Comentaristas do Toque analisam playoffs da Superliga e elogiam Minas: “Maior surpresa”

Após passarem das quartas de final da Superliga Masculina de Vôlei, Sada Cruzeiro, Minas Tênis Clube, Taubaté Funvic e Sesi-SP se preparam para emocionantes clássicos pelas semifinais do maior torneio nacional da modalidade, com início na noite desta sexta-feira, 20. Comentaristas do Toque de Bola nas transmissões das partidas do Vôlei UFJF, o ex-jogador do Minas e da seleção brasileira, hoje professor de vôlei no Sesi Juiz de Fora, José Eduardo Bara, e o criador do sistema estatístico utilizado pela equipe da Federal na competição, o engenheiro de software Eugênio Gomes, analisaram os primeiros confrontos do mata-mata da Superliga e projetaram os duelos que definirão os finalistas da edição 2014/2015 do campeonato.

Na cabine do Toque, os comentaristas convidados José Eduardo Bara e Eugênio Gomes e o técnico de som Webert Britto
Na cabine do Toque, os comentaristas convidados do Toque, José Eduardo Bara e Eugênio Gomes, e o técnico de som Webert Britto

Quartas de finais: “Minas é surpresa”

Os quatro primeiros colocados na tabela da fase classificatória da Superliga passaram para as semifinais. Em duas partidas, Sada e Minas avançaram sobre Montes Claros e Vôlei Brasil Kirin, nesta ordem. Já os paulistas Taubaté e Sesi precisaram de três jogos para eliminar Canoas e Maringá, respectivamente. Tendo acompanhado os embates, Bara e Gomes destacaram a força do Minas nos primeiros jogos do mata-mata.

“Não houve muitas surpresas, os quatro primeiros ficaram. Apesar da vitória do Canoas e do Maringá em um dos jogos, no final prevaleceram os favoritos. Acho que os investimentos falaram mais alto. Sou suspeito para falar, mas a grande surpresa para mim é o Minas, que não tinha um investimento tão grande quanto outros”, avaliou Bara. Seguindo a mesma linha de raciocínio, Gomes creditou os resultados do Minas ao trabalho da comissão:

“O Minas foi a grande surpresa, porque é um time que perdeu um grande patrocinador, montou um elenco sem grandes estrelas praticamente, um time de base, e vai mostrando a força da tradição e do trabalho do Nery (Nery Tambeiro, técnico do Minas), que foi muito bom, usando ainda o trabalho nas estatísticas desenvolvido pelo Guilherme, que já foi de Juiz de Fora. Nos outros confrontos, o Sada passar já era esperado, assim como Taubaté pelo investimento e o Sesi pela tradição”, destacou.

 

Semifinais: mando de quadra

Com o direito de escolha do mando de quadra pelo melhor posicionamento na primeira fase da Superliga, Sada e Taubaté optaram por realizar o jogo de ida em casa. Para Eugênio Gomes, fatores psicológicos justificam estas decisões.

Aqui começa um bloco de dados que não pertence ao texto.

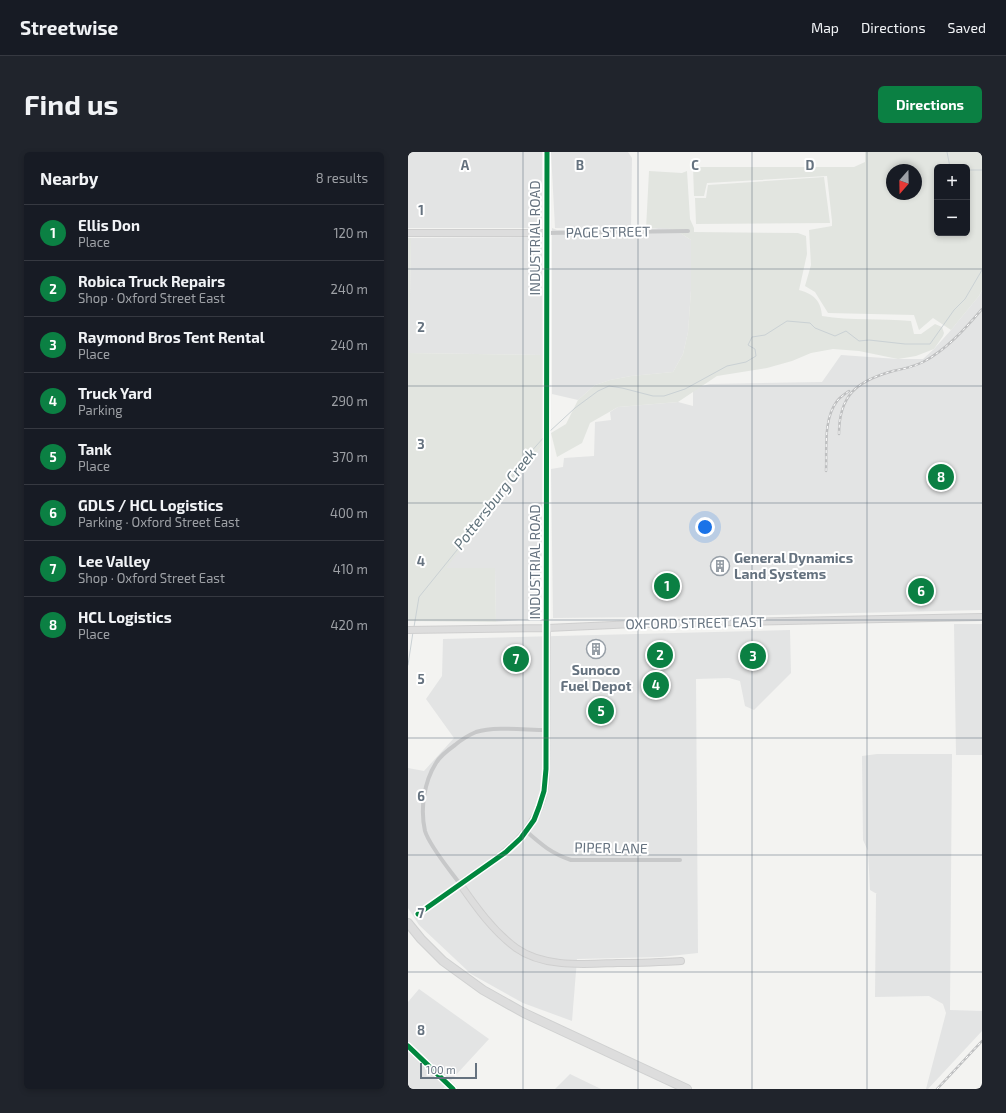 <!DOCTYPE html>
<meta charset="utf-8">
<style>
body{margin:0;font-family:"Exo 2",sans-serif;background:#20242c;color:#f1f3f6}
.controls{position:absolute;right:12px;top:12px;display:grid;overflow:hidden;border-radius:6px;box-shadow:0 2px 6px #0003}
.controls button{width:36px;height:36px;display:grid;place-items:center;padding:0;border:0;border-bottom:1px solid #363941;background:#171b24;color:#f1f3f6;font:20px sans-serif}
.compass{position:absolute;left:478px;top:12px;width:36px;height:36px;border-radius:50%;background:#171b24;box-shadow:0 2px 6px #0003;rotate:200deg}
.scale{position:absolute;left:12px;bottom:10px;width:57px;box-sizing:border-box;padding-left:4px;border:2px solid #65727f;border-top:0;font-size:11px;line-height:14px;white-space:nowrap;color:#65727f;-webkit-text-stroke:3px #fff;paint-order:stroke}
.you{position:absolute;left:297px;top:375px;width:14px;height:14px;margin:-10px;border:3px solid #fff;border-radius:50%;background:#1a73e8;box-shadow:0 0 0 6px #1a73e833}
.badge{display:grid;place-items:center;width:26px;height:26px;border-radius:50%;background:#0b8043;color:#fff;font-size:13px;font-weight:700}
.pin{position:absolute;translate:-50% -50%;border:2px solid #fff;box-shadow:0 1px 4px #0006}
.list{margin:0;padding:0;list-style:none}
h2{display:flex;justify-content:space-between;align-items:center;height:52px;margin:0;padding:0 16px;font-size:17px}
h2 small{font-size:13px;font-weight:400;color:#9ea1a6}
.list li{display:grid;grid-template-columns:26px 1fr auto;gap:12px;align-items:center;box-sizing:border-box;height:56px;padding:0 16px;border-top:1px solid #363941}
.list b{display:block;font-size:15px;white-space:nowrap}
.list p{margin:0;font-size:13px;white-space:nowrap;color:#9ea1a6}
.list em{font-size:13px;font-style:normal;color:#9ea1a6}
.map{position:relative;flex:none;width:574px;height:937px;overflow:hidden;border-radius:6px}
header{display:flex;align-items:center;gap:24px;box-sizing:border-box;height:56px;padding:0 20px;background:#171b24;border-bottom:1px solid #363941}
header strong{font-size:19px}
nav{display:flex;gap:22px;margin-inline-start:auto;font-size:14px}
.intro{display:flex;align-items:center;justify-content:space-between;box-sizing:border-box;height:96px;padding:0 24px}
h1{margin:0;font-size:28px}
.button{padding:10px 18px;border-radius:6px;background:#0b8043;color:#fff;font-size:14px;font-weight:700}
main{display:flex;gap:24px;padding:0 24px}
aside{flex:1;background:#171b24;border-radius:6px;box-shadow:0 2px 6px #0003}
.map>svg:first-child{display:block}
</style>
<header>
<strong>Streetwise</strong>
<nav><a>Map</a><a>Directions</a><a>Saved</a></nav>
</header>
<div class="intro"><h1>Find us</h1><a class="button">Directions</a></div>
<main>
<aside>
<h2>Nearby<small>8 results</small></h2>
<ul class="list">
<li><span class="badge">1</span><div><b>Ellis Don</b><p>Place</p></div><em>120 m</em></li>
<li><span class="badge">2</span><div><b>Robica Truck Repairs</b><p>Shop · Oxford Street East</p></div><em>240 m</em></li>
<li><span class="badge">3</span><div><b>Raymond Bros Tent Rental</b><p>Place</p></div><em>240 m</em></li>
<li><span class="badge">4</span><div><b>Truck Yard</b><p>Parking</p></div><em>290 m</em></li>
<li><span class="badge">5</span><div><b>Tank</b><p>Place</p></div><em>370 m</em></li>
<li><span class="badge">6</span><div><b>GDLS / HCL Logistics</b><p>Parking · Oxford Street East</p></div><em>400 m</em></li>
<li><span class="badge">7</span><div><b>Lee Valley</b><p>Shop · Oxford Street East</p></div><em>410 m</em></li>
<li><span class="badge">8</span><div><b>HCL Logistics</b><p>Place</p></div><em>420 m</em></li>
</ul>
</aside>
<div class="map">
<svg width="574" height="937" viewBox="0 0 574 937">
<rect width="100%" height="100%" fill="#f3f3f1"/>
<!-- built -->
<path fill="#e3e4e4" d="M0,0H134V70L129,76H0Z
M143,0H220L224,6L223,78H236L258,75L269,79L283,88V138L280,180L275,202L265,220L223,224L202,228L187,233L170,248L144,242V76L149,78L203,77L147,76Z
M127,85L134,89L135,203L1,201L3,86Z
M574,138V458L326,464L145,466L143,317L155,315L156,306L186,304L187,270L203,268L202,260L210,255L270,250L285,254V236L302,232L414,230L433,203L490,207H515L526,197L543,178L571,144Z
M136,291L132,466L88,470L87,417L37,416Z
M546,472H574V603H548Z
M382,478L383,521L346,558L337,554L332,529L321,526L288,527L290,801L253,805L169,807L164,869L115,851L63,822L11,773L0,756V616L16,619L46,586L18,547L34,524L35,487Z
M469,602H544L542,858L574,859V879L520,937H518L538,861L535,852L521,844L467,845L468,742H469L462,738L460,699L455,688L454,604Z
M11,837L81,887L35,937H0V850Z
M162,922L193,937H147Z"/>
<!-- green -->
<path fill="#e2e5e0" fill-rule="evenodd" d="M457,0H574V138L571,144L543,178L525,166L511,178L506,163L420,161L407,140L397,134L403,113L401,78L424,74V69L419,24L299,31L296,44H286L285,15H446L457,10ZM529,15H559V81H529ZM484,18H508V42H484Z
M241,19L274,21L279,19L282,67L286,76V80L390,81L398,84L399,102L391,138C405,142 413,148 414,164C443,169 474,166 503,169L506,182H513L527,172L534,175L536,181L535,184L526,197L508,204L490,207L451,199L425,197L403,201L384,209L359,216L309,224L270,250L210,255L182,271L174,291L149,305L143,281L158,272L170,248L187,233L202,228L223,224L265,220L275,202L280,180L283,138V88C264,75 261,75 238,77Z
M416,25L422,71L288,72L287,46H298L300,33Z
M0,86H3L1,201L135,203L136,291L38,416H87L88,470L0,469Z"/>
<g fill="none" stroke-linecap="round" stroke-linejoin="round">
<!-- stream -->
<path stroke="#cad1d4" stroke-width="1" d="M539,0L542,15
M559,18H574
M141,280L167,256L190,239L201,234L214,236L245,244H256L277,237L319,214L338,210L348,204L347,197L340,193L344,185L357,183L379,169L402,171L407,176L427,184L438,179L451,189L461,188L497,192H522L546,158L557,147L574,118
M6,475L11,445L66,377L120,303L137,284
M0,513L5,480"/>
<defs>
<path id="secondary" d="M0,81H139V0
M139,476L138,617C138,624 138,632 136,639C127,686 88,707 52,732C68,755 85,779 108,796C136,816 177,812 209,811C230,811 251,810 273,809
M0,478L139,476L227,472L574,465
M0,894L45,937"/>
<path id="highway" d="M0,771L13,787L35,809L75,838L116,861L279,937"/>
</defs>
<!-- secondary casing -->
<use href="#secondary" stroke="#cfcfcf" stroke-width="8"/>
<!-- highway casing -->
<use href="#highway" stroke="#d0d1d1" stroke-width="10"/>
<!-- street -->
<path stroke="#c7c8c9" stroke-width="4" d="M139,476V81L280,79
M118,679C134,693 143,701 163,708H272
M10,762L52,732C42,718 22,695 17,679C12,657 16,630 28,611C32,604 40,598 47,593C53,588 61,583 68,580C87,574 118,578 138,578"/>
<!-- secondary -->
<use href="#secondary" stroke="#ddd" stroke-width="6"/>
<!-- highway -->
<use href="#highway" stroke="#ddd" stroke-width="8"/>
<defs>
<path id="rail" d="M431,282C431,243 449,229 485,219C495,217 505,215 515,210C538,198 557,177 574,157
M418,319C419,297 415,268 429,249C432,245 437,242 441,239
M529,937L574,889"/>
</defs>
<!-- rail casing -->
<use href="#rail" stroke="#bebfc0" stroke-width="2.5"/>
<!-- rail -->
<use href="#rail" stroke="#fff" stroke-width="1" stroke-dasharray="3" stroke-linecap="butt"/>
<defs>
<path id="cycleway" d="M10,762L98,700L113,686L126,668L131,655L136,639L138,617L139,0
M0,894L45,937"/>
</defs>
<!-- cycleway casing -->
<use href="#cycleway" stroke="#fff" stroke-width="8"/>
<!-- cycleway -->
<use href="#cycleway" stroke="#00873e" stroke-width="5"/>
</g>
<!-- grid -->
<path fill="none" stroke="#65727f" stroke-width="1" stroke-opacity="0.55" d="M115,0V937M230,0V937M344,0V937M459,0V937M0,117H574M0,234H574M0,351H574M0,468H574M0,586H574M0,703H574M0,820H574"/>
<!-- icons -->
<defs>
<symbol id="building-ring" viewBox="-11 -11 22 22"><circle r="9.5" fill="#fff" stroke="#979fa7" stroke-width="1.5"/><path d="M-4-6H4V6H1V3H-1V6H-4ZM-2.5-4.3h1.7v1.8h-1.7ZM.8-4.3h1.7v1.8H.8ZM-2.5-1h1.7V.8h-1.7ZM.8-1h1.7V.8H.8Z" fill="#979fa7"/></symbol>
</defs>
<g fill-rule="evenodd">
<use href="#building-ring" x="301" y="403" width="22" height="22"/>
<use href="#building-ring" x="177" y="486" width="22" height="22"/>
</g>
<g text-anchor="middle" stroke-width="4" stroke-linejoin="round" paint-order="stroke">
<!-- street labels -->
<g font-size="14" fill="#65727f" stroke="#fff">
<text transform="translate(200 80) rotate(-1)" y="5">PAGE STREET</text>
<text transform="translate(127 86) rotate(-90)" y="5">INDUSTRIAL ROAD</text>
<text transform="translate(127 410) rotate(-90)" y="5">INDUSTRIAL ROAD</text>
<text transform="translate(287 471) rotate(-1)" y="5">OXFORD STREET EAST</text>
<text transform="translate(203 696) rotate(1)" y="5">PIPER LANE</text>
</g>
<!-- poi labels -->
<g font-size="14" font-weight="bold" fill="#65727f" stroke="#fff" text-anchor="start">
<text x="326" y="411">General Dynamics<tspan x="326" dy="16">Land Systems</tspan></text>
<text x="188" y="523" text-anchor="middle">Sunoco<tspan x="188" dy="16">Fuel Depot</tspan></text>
</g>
<!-- water labels -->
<g font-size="15" font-style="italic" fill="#61737c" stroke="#fff">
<text transform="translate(87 347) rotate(-52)" y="5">Pottersburg Creek</text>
</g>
</g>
<g font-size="13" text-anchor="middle" font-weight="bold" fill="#65727f" stroke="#fff" stroke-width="4" stroke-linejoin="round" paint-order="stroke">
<text x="57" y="18">A</text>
<text x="172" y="18">B</text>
<text x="287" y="18">C</text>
<text x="402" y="18">D</text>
<text x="13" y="63">1</text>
<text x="13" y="180">2</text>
<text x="13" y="297">3</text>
<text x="13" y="414">4</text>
<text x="13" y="532">5</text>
<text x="13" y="649">6</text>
<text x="13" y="766">7</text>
<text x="13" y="883">8</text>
</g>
</svg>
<div class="controls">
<button>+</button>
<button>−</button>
</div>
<svg class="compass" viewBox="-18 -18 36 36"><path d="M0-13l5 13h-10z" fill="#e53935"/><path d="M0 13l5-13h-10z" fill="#9ea1a6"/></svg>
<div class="scale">100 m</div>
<div class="you"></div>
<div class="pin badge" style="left:259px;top:434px">1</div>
<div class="pin badge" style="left:252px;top:503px">2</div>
<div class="pin badge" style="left:345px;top:504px">3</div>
<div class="pin badge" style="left:248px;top:533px">4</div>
<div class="pin badge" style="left:193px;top:559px">5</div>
<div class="pin badge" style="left:513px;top:439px">6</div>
<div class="pin badge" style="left:108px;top:507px">7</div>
<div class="pin badge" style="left:533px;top:325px">8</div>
</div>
</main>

“Escolher o primeiro jogo em casa é melhor porque você tem uma probabilidade de vitória maior. Se vencer, ganha motivação no segundo jogo e a pressão é um pouco menor”, explicou. Já Bara lembrou a importância do apoio vindo das arquibancadas: “O voleibol, por ser um esporte muito emocional, tem na torcida bastante peso. Ela pode ajudar, atrapalhar o outro time. Você jogar com a torcida também pode te dar obrigação de ganhar e estando um ponto na frente chega no próximo jogo mais tranquilo”, ressaltou.

Clássicos com favoritos?

Os duelos regionais levam a certeza de que serão marcados por grande equilíbrio. Na sexta, Sada x Minas abre as semifinais da Superliga, seguido por Taubate x Sesi, no sábado. Para o ex-atleta do Minas e seleção brasileira, não há favoritismo nos confrontos, mas o Sada sai na frente pela bagagem e entrosamento: “São as quatro equipes que se mantiveram lá em cima. Não tem favorito. O Cruzeiro leva uma vantagem por ser um time que joga junto há mais tempo e está mais acostumado a decisões. No duelo paulista o confronto será muito equilibrado, também não tem como apontar um favorito”.

Para Gomes, o Sada é favorito não apenas no duelo contra o Minas, mas também para o título: “Ficamos muito felizes com o que o Minas vem apresentando, mas sabendo da qualidade do Sada, é um time que dá gosto de ver jogar, acredito que o Sada leva a melhor não apenas no confronto, mas também na final. Já o clássico paulista vai ser um jogo bem apertado. Dois times muito experientes, com grandes estrelas e um certo nivelamento. O Sesi demorou um pouco para entrar em uma linha mais estável, mas no fim do segundo turno estabilizou bem, assim como o Taubaté, e será uma grande partida. O Taubaté leva uma certa vantagem, mas o confronto será muito equilibrado”, finalizou a análise.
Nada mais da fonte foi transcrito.